Bergman, chiamato a collaborare con la squadra investigativa (di cui sua figlia fa parte) per il suo ruolo di autorità indiscussa su Hinde (sul quale ha scritto due libri) lavora febbrilmente al caso, e intanto le menzogne che lo psicologo non può fare a meno di spargere intorno a sé sembrano stringersi a lui come spire di serpente finendo per avvicinarlo, ben più di quanto vorrebbe, proprio a Hinde e al suo emulo (di cui gli autori raccontano, con accenti difficili da dimenticare, il tragico passato di umiliazione, dolore e violenza), l’uno strumento della spietata ansia di vendetta dell’altro. Finché la verità, affannosamente nascosta da Bergman, non diviene lo strumento principe della libertà del suo nemico, la ragione per fuggire dal carcere e per riprendere quel che era stato costretto a interrompere. 

Asciutto, teso e serrato, lo stile di Hjorth e Rosenfeldt dà vita ad atmosfere talmente cupe da togliere il fiato; la prosa, elegante e equilibrata, descrive con precisione, sa essere incisiva nel raccontare l’orrore di cui l’uomo può essere capace ma rifiuta la facile scorciatoia della morbosità, dello scandalo esibito a bella posta. Nel ritmo incalzante di un giallo scritto meravigliosamente i due autori pongono all’attenzione del lettori temi importanti, scomodi (l’abuso sui bambini, la tragica pervasività del trauma, la responsabilità che ogni scelta, anche quella all’apparenza più banale, porta con sé), ma evitano, saggiamente, di pronunciare qualsiasi giudizio. 

Eccovi l’incipit del romanzo. Buona lettura

Quando il taxi imboccò Tolléns vag poco prima delle sette e mezza di sera, Richard Granlund non credeva che la giornata potesse peggiorare di molto.
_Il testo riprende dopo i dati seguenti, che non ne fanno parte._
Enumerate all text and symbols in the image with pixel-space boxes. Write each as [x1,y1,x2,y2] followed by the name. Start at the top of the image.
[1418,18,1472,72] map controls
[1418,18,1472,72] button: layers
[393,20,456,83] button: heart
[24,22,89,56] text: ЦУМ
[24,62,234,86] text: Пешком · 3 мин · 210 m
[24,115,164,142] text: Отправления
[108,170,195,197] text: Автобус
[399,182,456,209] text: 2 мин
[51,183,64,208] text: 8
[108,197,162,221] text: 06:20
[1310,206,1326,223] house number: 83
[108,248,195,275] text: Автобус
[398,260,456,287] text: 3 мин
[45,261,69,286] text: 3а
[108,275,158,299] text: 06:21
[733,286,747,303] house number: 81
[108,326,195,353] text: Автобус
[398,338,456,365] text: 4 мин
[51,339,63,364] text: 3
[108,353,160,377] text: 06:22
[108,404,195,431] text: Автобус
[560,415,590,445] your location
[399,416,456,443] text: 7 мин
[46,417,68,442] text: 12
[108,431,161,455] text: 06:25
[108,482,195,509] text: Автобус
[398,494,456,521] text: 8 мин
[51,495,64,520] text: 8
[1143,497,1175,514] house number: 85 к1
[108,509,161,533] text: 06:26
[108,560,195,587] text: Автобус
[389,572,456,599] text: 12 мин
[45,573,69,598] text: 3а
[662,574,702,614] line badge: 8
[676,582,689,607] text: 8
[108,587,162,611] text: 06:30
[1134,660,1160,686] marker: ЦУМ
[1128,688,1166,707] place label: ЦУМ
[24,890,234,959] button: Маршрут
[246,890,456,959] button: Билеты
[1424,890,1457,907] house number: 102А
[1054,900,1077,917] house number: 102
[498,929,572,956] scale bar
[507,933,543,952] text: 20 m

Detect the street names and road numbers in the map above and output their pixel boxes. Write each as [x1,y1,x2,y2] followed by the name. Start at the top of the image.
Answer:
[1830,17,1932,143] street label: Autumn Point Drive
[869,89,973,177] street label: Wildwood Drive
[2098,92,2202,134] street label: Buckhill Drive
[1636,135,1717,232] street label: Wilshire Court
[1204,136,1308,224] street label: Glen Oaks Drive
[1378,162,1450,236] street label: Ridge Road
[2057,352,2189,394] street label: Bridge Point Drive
Quattro giorni a Monaco e dintorni. Viaggio d’affari. A luglio i tedeschi lavoravano quasi a pieno regime. Tavole rotonde con i clienti da mattina a sera, aziende, sale riunioni e un numero infinito di caffè. Era stanco ma soddisfatto. I nastri trasportatori di processo non erano la cosa più eccitante del mondo, forse, il suo lavoro stimolava di rado la curiosità e non rappresentava mai un argomento di conversazione durante cene o incontri, eppure vendevano bene, i nastri. Vendevano proprio bene.